Flynn D M, Mohan N, McKiernan P, Beath S, Buckels J, Mayer D, Kelly D A
Liver Unit, Birmingham Children's Hospital, Steelhouse Lane, Birmingham B4 6NH, UK.
Arch Dis Child Fetal Neonatal Ed. 2003 Mar;88(2):F124-7. doi: 10.1136/fn.88.2.f124.
To evaluate the role of antioxidant treatment and liver transplantation in the management of neonatal haemochromatosis.
A retrospective review was performed of eight infants with acute liver failure and raised ferritin levels between 1990 and 1998. From 1994, treatment with an antioxidant cocktail (vitamin E, N-acetylcysteine, selenium, prostaglandin E1, and desferrioxamine) was begun once the diagnosis was suspected. Pathological and other findings were reviewed, and outcome before and after antioxidant treatment was evaluated.
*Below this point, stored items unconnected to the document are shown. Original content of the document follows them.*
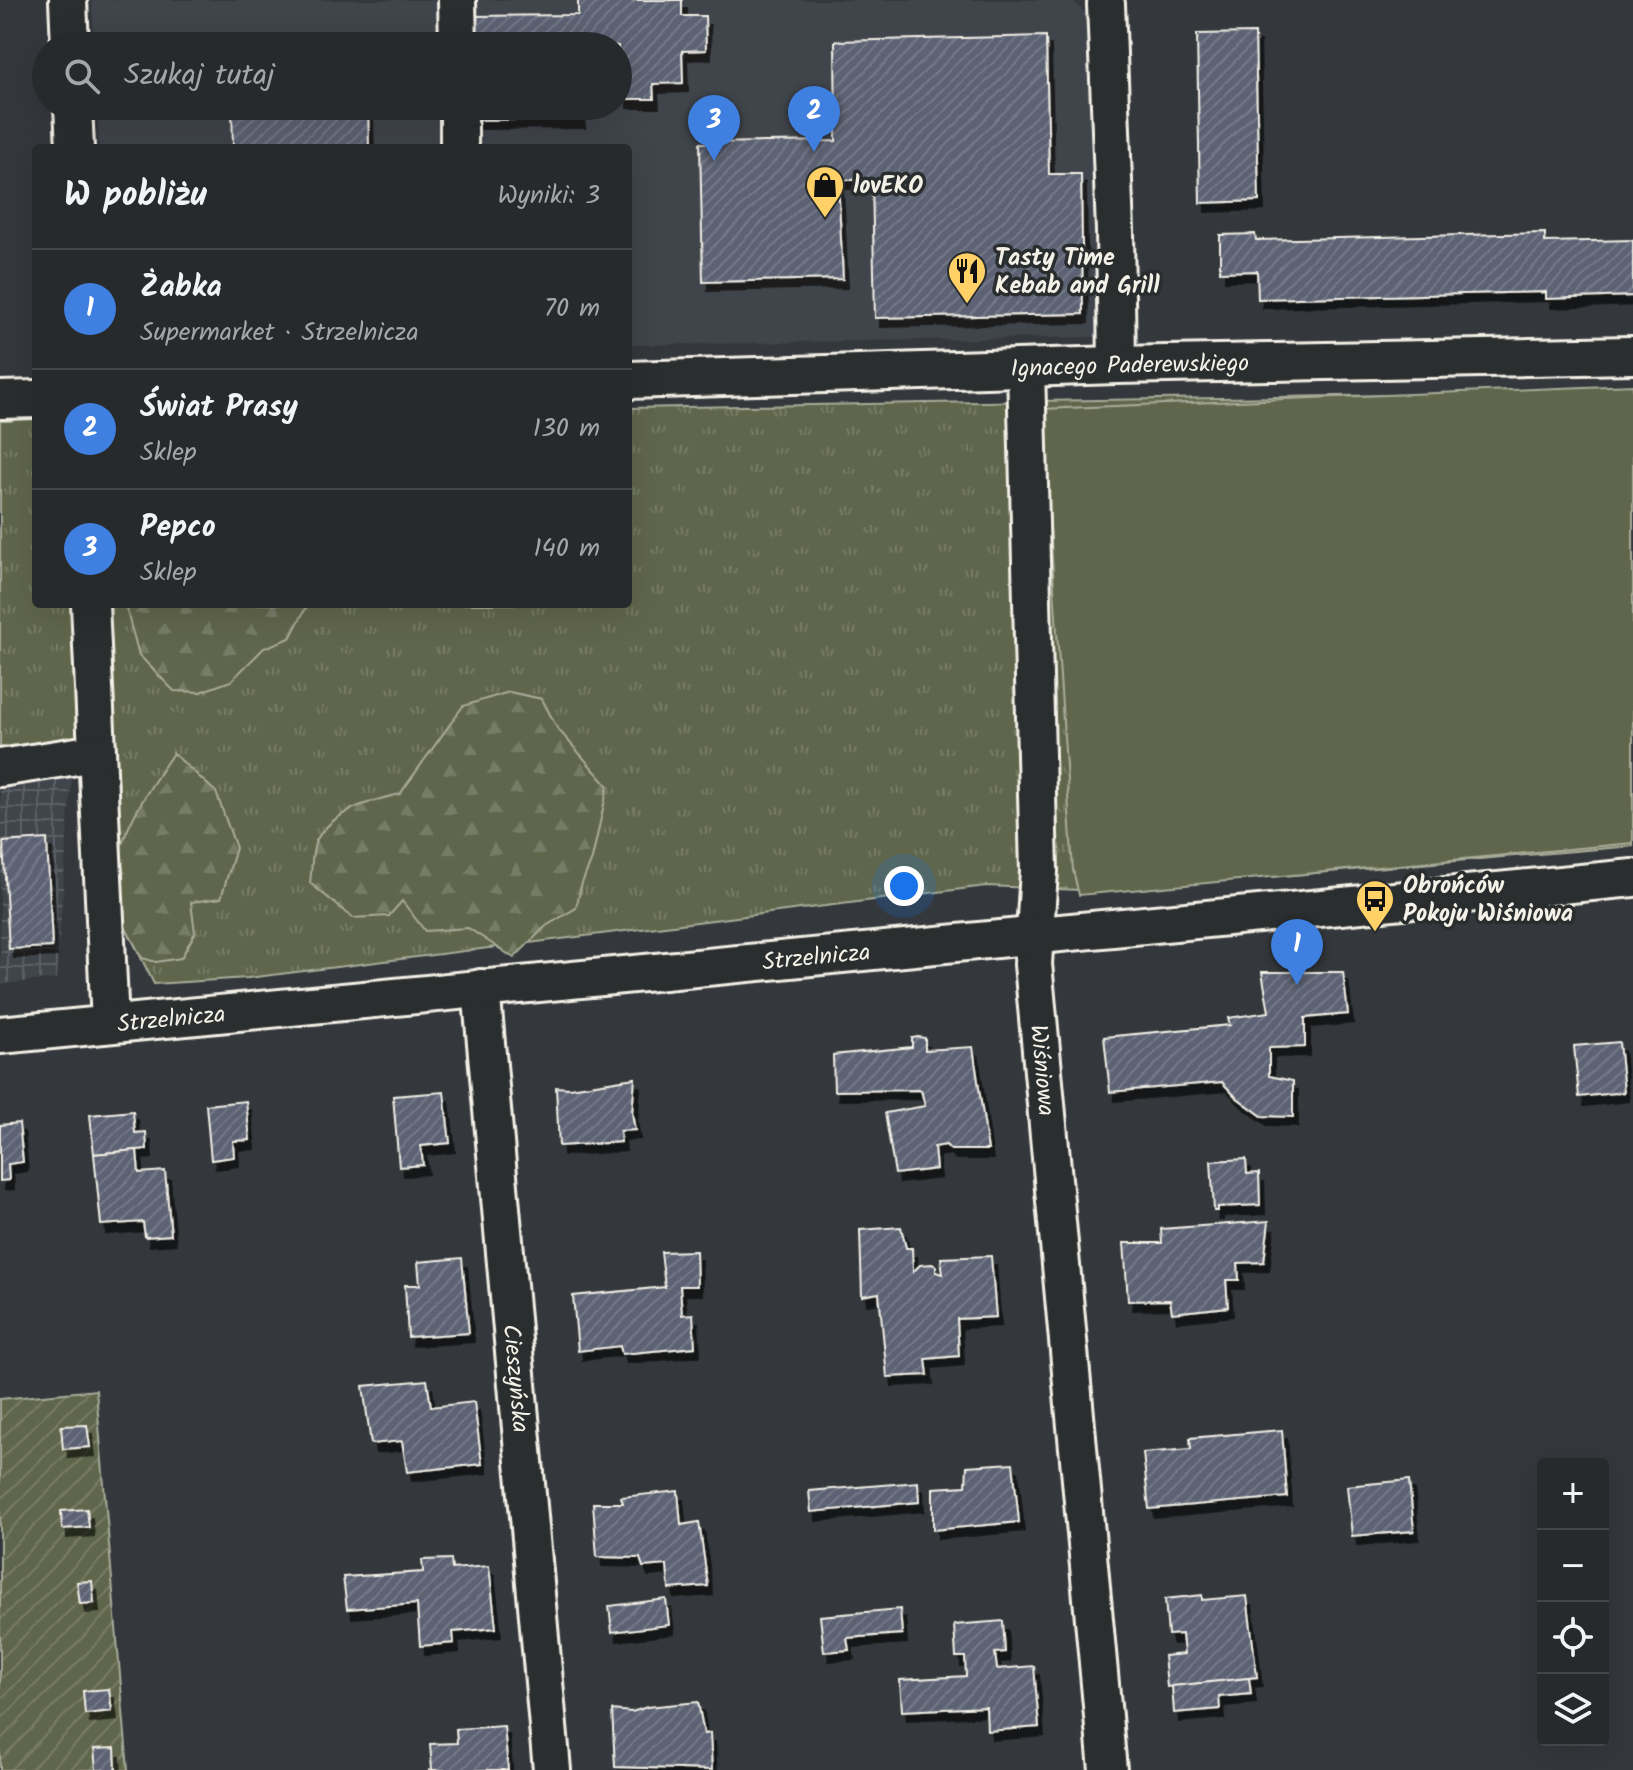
<!DOCTYPE html>
<html lang="pl">
<head>
<meta charset="utf-8">
<style>
	:root { --surface:#272a2d; --page:#333639; --text:#f1f3f6; --muted:#a4a7aa; --line:#434649; --accent:#ea580c }
	body { margin:0; font-family:Kalam,sans-serif; background:var(--page); color:var(--text) }
	.controls { position:absolute; right:24px; bottom:24px; display:grid; overflow:hidden; border-radius:8px; box-shadow:0 8px 32px #0002 }
	.controls button { width:72px; height:72px; display:grid; place-items:center; padding:0; border:0; border-bottom:2px solid var(--line); background:var(--surface); color:var(--text); font:40px sans-serif }
	.you { position:absolute; left:904px; top:886px; width:28px; height:28px; margin:-20px; border:6px solid #fff; border-radius:50%; background:#1a73e8; box-shadow:0 0 0 12px #1a73e833 }
	.badge { display:grid; place-items:center; width:52px; height:52px; border-radius:50%; background:var(--accent); color:#fff; font-size:26px; font-weight:700 }
	.pin { position:absolute; translate:-50% -66px; filter:drop-shadow(0 2px 4px #0008) }
	.pin::after { content:''; position:absolute; top:42px; width:28px; height:24px; background:inherit; clip-path:polygon(0 0,100% 0,50% 100%) }
	.list { margin:0; padding:0; list-style:none }
	h2 { display:flex; justify-content:space-between; align-items:center; height:104px; margin:0; padding:0 32px; font-size:34px }
	h2 small { font-size:26px; font-weight:400; color:var(--muted) }
	.list li { display:grid; grid-template-columns:52px 1fr auto; gap:24px; align-items:center; box-sizing:border-box; height:120px; padding:0 32px; border-top:2px solid var(--line) }
	.list b { display:block; font-size:30px; white-space:nowrap }
	.list p { margin:0; font-size:26px; white-space:nowrap; color:var(--muted) }
	.list em { font-size:26px; font-style:normal; color:var(--muted) }
	.icon { flex:none; width:44px; height:44px; fill:none; stroke:currentColor; stroke-width:2; stroke-linecap:round; stroke-linejoin:round }
	.map { position:relative; flex:none; width:1633px; height:1770px; overflow:hidden }
	.search { position:absolute; background:var(--surface); box-shadow:0 8px 32px #0002; left:32px; top:32px; width:600px; height:88px; display:flex; align-items:center; gap:20px; box-sizing:border-box; padding:0 28px; border-radius:44px; color:var(--muted); font-size:30px }
	.panel { position:absolute; background:var(--surface); box-shadow:0 8px 32px #0002; left:32px; top:144px; width:600px; height:464px; border-radius:8px }
	.map>svg:first-child { display:block }
	.built { fill:#40454c }
	.industrial { fill:url(#industrial-grid) }
	.grass { fill:url(#grass-tufts); stroke:#aaac9a; stroke-width:2 }
	.forest { fill:url(#forest-firs); stroke:#aaac9a; stroke-width:2 }
	.park { fill:#60664c; stroke:#aaac9a; stroke-width:2 }
	.garden { fill:url(#garden-furrows); stroke:#aaac9a; stroke-width:2 }
	.building { fill:url(#building-hatch); stroke:#f4f1e8; stroke-width:2; filter:url(#shadow) }
	.lines { fill:none; stroke-linecap:round; stroke-linejoin:round }
	.minor-casing { stroke:#f4f1e8; stroke-width:42 }
	.minor { stroke:#2a2d2e; stroke-width:36 }
	.labels { text-anchor:middle; stroke-width:7; stroke-linejoin:round; paint-order:stroke }
	.poi-label { font-size:24px; font-weight:bold; fill:#f4f1e8; stroke:#2a2d2e; text-anchor:start }
	.street-label { font-size:24px; fill:#f4f1e8; stroke:#2a2d2e }
</style>
</head>
<body>
<div class="map">
<svg width="1633" height="1770" viewBox="0 0 1633 1770">
	<defs>
		<pattern id="industrial-grid" width="8" height="8" patternUnits="userSpaceOnUse" patternTransform="scale(2)"><rect width="8" height="8" fill="#40454c"/><path d="M0 4h8M4 0v8" fill="none" stroke="#5c6066"/></pattern>
		<pattern id="grass-tufts" width="24" height="20" patternUnits="userSpaceOnUse" patternTransform="scale(2)"><rect width="24" height="20" fill="#60664c"/><path d="M3 7l-1-3M5 7V3M7 7l1-3M15 17l-1-3M17 17v-4M19 17l1-3" fill="none" stroke="#777c66"/></pattern>
		<pattern id="forest-firs" width="22" height="20" patternUnits="userSpaceOnUse" patternTransform="scale(2)"><rect width="22" height="20" fill="#60664c"/><path d="M5 1l3.5 6h-7zM16 11l3.5 6h-7z" fill="#777c66"/></pattern>
		<pattern id="garden-furrows" width="10" height="10" patternUnits="userSpaceOnUse" patternTransform="scale(2)"><rect width="10" height="10" fill="#60664c"/><path d="M-1 1l2-2M0 10L10 0M9 11l2-2" fill="none" stroke="#777c66"/></pattern>
		<pattern id="building-hatch" width="6" height="6" patternUnits="userSpaceOnUse" patternTransform="scale(2)"><rect width="6" height="6" fill="#5b6273"/><path d="M-1 1l2-2M0 6l6-6M5 7l2-2" fill="none" stroke="#737987"/></pattern>
		<filter id="shadow"><feDropShadow dx="5" dy="9" stdDeviation="0" flood-color="#0009"/></filter>
	</defs>
	<rect width="100%" height="100%" fill="#34383c"/>
	<filter id="ink" filterUnits="userSpaceOnUse"><feTurbulence type="fractalNoise" baseFrequency=".0125" numOctaves="2"/><feDisplacementMap in="SourceGraphic" scale="16" xChannelSelector="R" yChannelSelector="G"/><feConvolveMatrix kernelMatrix="1 2 1 2 8 2 1 2 1" color-interpolation-filters="sRGB"/></filter>
	<g filter="url(#ink)">
		<path class="built" d="M92 0H1072L1090 18 1097 337 628 345V148H99L97 106H618V46H94Z"/>
		<path class="industrial" d="M72 773 56 979 0 984V777Z"/>
		<path class="grass" d="M1633 391V846L1104 891 986 886 248 978 154 984 118 911 96 754 0 765V421H10L36 413V604H628V408Z"/>
		<g class="forest">
			<path d="M125 604H308L290 638 264 648 231 681 200 692 174 691 139 655Z"/>
			<path d="M509 692 542 699 557 728 608 786 592 859 582 883 576 908 546 926 514 958 468 928 425 931 402 901 389 916 353 918 310 883C312 871 311 849 317 839 335 810 370 801 400 794L463 706Z"/>
			<path d="M173 753 216 792 236 848 221 898 191 902 195 933 181 958 156 962 142 958C134 943 125 928 119 913 99 860 145 795 173 753Z"/>
		</g>
		<path class="park" d="M1633 385V843L1079 895 1073 870 1042 409Z"/>
		<path class="garden" d="M96 1390 128 1770H0V1399Z"/>
		<g class="building">
			<path d="M578 0H682V16H705L706 50 682 51 683 83 653 84 654 99H622V85L618 86V46H474V16L578 15Z"/>
			<path d="M1255 33 1259 201 1200 203 1197 34Z"/>
			<path d="M1046 36 1049 174H1081L1083 314 875 318 872 180H838L843 279 703 282 700 143 836 141 835 41Z"/>
			<path d="M232 106H368L369 148H233Z"/>
			<path d="M475 106H579L580 119 475 120Z"/>
			<path d="M1545 233V242L1633 240V296L1546 299V292L1258 299 1257 271 1220 272V235L1255 234 1256 240Z"/>
			<path d="M47 839 52 947 9 949 3 842Z"/>
			<path d="M1262 972H1343L1348 1014 1305 1018V1047L1269 1048V1076L1293 1081V1117L1262 1116 1236 1097 1222 1082 1110 1092 1104 1037 1230 1025 1228 1018 1269 1012Z"/>
			<path d="M918 1037 925 1038V1050L973 1047 988 1150H951L946 1145 934 1147 936 1169 895 1174 885 1113 925 1106 921 1090 834 1091 833 1055 912 1047V1038Z"/>
			<path d="M1619 1042 1624 1092 1579 1097 1574 1046Z"/>
			<path d="M635 1078 632 1113 635 1130 620 1131 621 1142 559 1146 556 1087 570 1088Z"/>
			<path d="M444 1092 450 1143 421 1146 423 1165 399 1167 393 1096Z"/>
			<path d="M246 1101 250 1140 233 1141 234 1157 211 1160 206 1105Z"/>
			<path d="M133 1111 135 1133 146 1132 147 1149 94 1154 90 1115Z"/>
			<path d="M19 1123 23 1162 8 1164 9 1180 0 1181V1125Z"/>
			<path d="M137 1150 139 1173 165 1171 171 1235 145 1237 143 1222 101 1225 94 1154Z"/>
			<path d="M1246 1159 1247 1174 1259 1173 1260 1205 1218 1207V1211H1214L1211 1161Z"/>
			<path d="M1269 1221 1264 1262 1238 1263 1239 1280H1226L1228 1307 1172 1313 1170 1300 1128 1301 1124 1243H1162L1161 1229Z"/>
			<path d="M901 1227 906 1248H912L913 1272 920 1265 932 1264 936 1266V1272L943 1274 941 1258 991 1256 996 1317 957 1319 959 1356 926 1359 928 1375 887 1377 879 1293 862 1296 860 1230Z"/>
			<path d="M696 1251 697 1286H680L682 1315 693 1314 695 1347 622 1354 620 1346 578 1351 573 1296 665 1287 661 1252Z"/>
			<path d="M462 1258 469 1333 408 1337 405 1285H420L418 1262Z"/>
			<path d="M427 1380 431 1407 474 1402 482 1464 407 1472 402 1441 371 1444 363 1386Z"/>
			<path d="M87 1425 90 1447 63 1449 61 1426Z"/>
			<path d="M1282 1430 1287 1497 1149 1509 1143 1453 1191 1449 1190 1438Z"/>
			<path d="M1013 1463 1019 1522 933 1530V1488L966 1486 967 1466Z"/>
			<path d="M1409 1480 1414 1531 1352 1536 1347 1486Z"/>
			<path d="M918 1482 919 1502 811 1512 809 1491Z"/>
			<path d="M678 1491 681 1525 699 1522 708 1586 669 1589 667 1565 643 1567 640 1558 597 1557 593 1503H623L621 1497Z"/>
			<path d="M87 1509 89 1527 62 1529 61 1511Z"/>
			<path d="M451 1559 452 1569 489 1566 496 1628 453 1632 454 1643 420 1646 417 1604 347 1609 343 1577 423 1572 422 1560Z"/>
			<path d="M92 1581 94 1603 80 1604 77 1582Z"/>
			<path d="M1202 1595V1600L1247 1596 1257 1677 1167 1687 1164 1656 1184 1654 1182 1634 1168 1635 1165 1599Z"/>
			<path d="M666 1599 669 1625 612 1632 609 1606Z"/>
			<path d="M900 1609 902 1634 847 1638 849 1650 824 1652 820 1616Z"/>
			<path d="M1003 1621 1005 1652 995 1653 997 1669 1034 1666 1039 1727 987 1731 986 1707 902 1711 900 1680 966 1676 965 1657H956L954 1625Z"/>
			<path d="M1249 1678 1251 1694 1219 1697 1220 1709 1174 1713 1172 1686Z"/>
			<path d="M109 1689 112 1711 85 1714 83 1691Z"/>
			<path d="M698 1702 704 1734 710 1733 712 1770 615 1767 612 1710 632 1712 647 1707Z"/>
			<path d="M504 1726 508 1770H428H432L430 1744 457 1743 456 1729Z"/>
			<path d="M115 1748 116 1770H96L94 1749Z"/>
		</g>
		<g class="lines">
			<g class="minor-casing">
				<g id="minor">
					<path d="M68 0 70 46"/>
					<path d="M457 0 458 46"/>
					<path d="M1106 4 1115 231 1117 365"/>
					<path d="M73 106 75 148"/>
					<path d="M459 106V148"/>
					<path id="s1" d="M1026 369 1039 871 1033 964 1108 1770"/>
					<path id="s2" d="M628 380 1117 365 1633 355"/>
					<path d="M0 400 36 399"/>
					<path d="M90 604 110 1024"/>
					<path d="M0 768 96 753"/>
					<path id="s3" d="M481 988 552 1770"/>
					<path id="s4" d="M0 1035 1633 878"/>
				</g>
			</g>
			<use href="#minor" class="minor"/>
		</g>
	</g>
	<defs>
		<g id="shop-pin" transform="scale(2)"><path d="M0 17L-7.5 6A9.5 9.5 0 1 1 7.5 6Z" fill="#ffd166" stroke="#2a2d2e"/><path d="M-5-2.5h2.3a2.7 3.5 0 0 1 5.4 0H5L5.5 6h-11ZM-1.5-2.5h3a1.5 2.3 0 0 0-3 0Z" fill="#111"/></g>
		<g id="restaurant-pin" transform="scale(2)"><path d="M0 17L-7.5 6A9.5 9.5 0 1 1 7.5 6Z" fill="#ffd166" stroke="#2a2d2e"/><path d="M-5-6h1v4h1v-4h1v4h1v-4h1v5L-1.5 .5V6h-2V.5L-5-1ZM5-6V6H3V1.5H1.5Q1.5-4 5-6Z" fill="#111"/></g>
		<g id="bus-pin" transform="scale(2)"><path d="M0 17L-7.5 6A9.5 9.5 0 1 1 7.5 6Z" fill="#ffd166" stroke="#2a2d2e"/><path d="M-5-6H5V4H4V6H2V4H-2V6H-4V4H-5ZM-3.5-4V0h7V-4ZM-3.5 1.2v1.5H-2V1.2ZM2 1.2v1.5H3.5V1.2Z" fill="#111"/></g>
	</defs>
	<g fill-rule="evenodd">
		<use href="#shop-pin" x="825" y="185"/>
		<use href="#restaurant-pin" x="967" y="271"/>
		<use href="#bus-pin" x="1375" y="899"/>
	</g>
	<g class="labels">
		<g class="poi-label">
			<text x="853" y="193">lovEKO</text>
			<text x="995" y="265">Tasty Time<tspan x="995" dy="28">Kebab and Grill</tspan></text>
			<text x="1403" y="893">Obrońców<tspan x="1403" dy="28">Pokoju Wiśniowa</tspan></text>
		</g>
		<g class="street-label">
			<text dy="8" stroke="none"><textPath href="#s2" startOffset="502">Ignacego Paderewskiego</textPath></text>
			<text dy="8" stroke="none"><textPath href="#s4" startOffset="820">Strzelnicza</textPath></text>
			<text dy="8" stroke="none"><textPath href="#s4" startOffset="172">Strzelnicza</textPath></text>
			<text dy="8" stroke="none"><textPath href="#s1" startOffset="702">Wiśniowa</textPath></text>
			<text dy="8" stroke="none"><textPath href="#s3" startOffset="392">Cieszyńska</textPath></text>
		</g>
	</g>
</svg>
<div class="controls">
<button>+</button>
<button>−</button>
<button><svg class="icon" aria-label="locate" viewBox="0 0 24 24"><circle cx="12" cy="12" r="6"/><path d="M12 2v4M12 18v4M2 12h4M18 12h4"/></svg></button>
<button><svg class="icon" aria-label="layers" viewBox="0 0 24 24"><path d="M12 4l9 5-9 5-9-5zM3 14l9 5 9-5"/></svg></button>
</div>
<div class="you"></div>
<div class="pin badge" style="left:1297px;top:985px;background:#3f7fe0">1</div>
<div class="pin badge" style="left:814px;top:152px;background:#3f7fe0">2</div>
<div class="pin badge" style="left:714px;top:161px;background:#3f7fe0">3</div>
<div class="search"><svg class="icon" aria-label="search" viewBox="0 0 24 24"><circle cx="10" cy="10" r="6"/><path d="M15 15l6 6"/></svg>Szukaj tutaj</div>
<section class="panel">
<h2>W pobliżu<small>Wyniki: 3</small></h2>
<ul class="list">
<li><span class="badge" style="background:#3f7fe0">1</span><div><b>Żabka</b><p>Supermarket · Strzelnicza</p></div><em>70 m</em></li>
<li><span class="badge" style="background:#3f7fe0">2</span><div><b>Świat Prasy</b><p>Sklep</p></div><em>130 m</em></li>
<li><span class="badge" style="background:#3f7fe0">3</span><div><b>Pepco</b><p>Sklep</p></div><em>140 m</em></li>
</ul>
</section>
</div>
</body>
</html>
Median age at presentation was 4 days with median ferritin levels of 4180 micro g/l (range 1650-40 000 micro g/l; normal range 110-503 micro g/l). Three infants presented before 1994. One infant died before liver transplantation from acute liver failure and one from neurological damage after transplantation. The third patient underwent successful transplantation at day 13 and remains well on follow up 8 years later. From 1994, five patients received antioxidant treatment, of whom two responded: both responders started antioxidants earlier (by day 5) than non-responders and had lower peak ferritin levels (< 4200 micro g/l) and a milder phenotype. Treatment was continued until ferritin levels were < 500 micro g/l. Both children remain well with mean follow up of 42 months, with no recurrence of iron overload. One child showed a partial response to treatment and survived long enough for a liver transplant, but died from graft failure after the transplant. Two children did not respond to antioxidant treatment; both had multiorgan failure and were not listed for transplantation. Only three of the eight patients survived (37.5%) over this time period.
Neonatal haemochromatosis can be a fatal disease with > 60% mortality. Early treatment with antioxidant cocktail is beneficial and may be curative in those who present with milder phenotype. Liver transplantation should always be considered at an early stage in non-responders and in children with more severe acute liver failure.
评估抗氧化治疗及肝移植在新生儿血色病治疗中的作用。
对1990年至1998年间8例急性肝衰竭且铁蛋白水平升高的婴儿进行回顾性研究。从1994年起,一旦怀疑诊断,即开始用抗氧化剂鸡尾酒(维生素E、N - 乙酰半胱氨酸、硒、前列腺素E1和去铁胺)进行治疗。回顾病理及其他检查结果,并评估抗氧化治疗前后的预后情况。
就诊时的中位年龄为4天,中位铁蛋白水平为4180μg/l(范围1650 - 40000μg/l;正常范围110 - 503μg/l)。3例婴儿于1994年前就诊。1例婴儿在肝移植前死于急性肝衰竭,1例在移植后死于神经损伤。第3例患者于第13天成功接受移植,8年后随访情况良好。从1994年起,5例患者接受了抗氧化治疗,其中2例有反应:2例有反应者开始使用抗氧化剂的时间(第5天)比无反应者早,且铁蛋白峰值水平较低(<4200μg/l),表型较轻。治疗持续至铁蛋白水平<500μg/l。2例患儿在平均42个月的随访中情况良好,无铁过载复发。1例患儿对治疗有部分反应,存活时间足够长以接受肝移植,但移植后死于移植物衰竭。2例患儿对抗氧化治疗无反应;二者均有多器官衰竭,未被列入移植名单。在此期间,8例患者中仅3例存活(37.5%)。
新生儿血色病可能是一种致命疾病,死亡率>60%。早期用抗氧化剂鸡尾酒治疗有益,对于表型较轻者可能治愈。对于无反应者及急性肝衰竭更严重的患儿,应尽早考虑肝移植。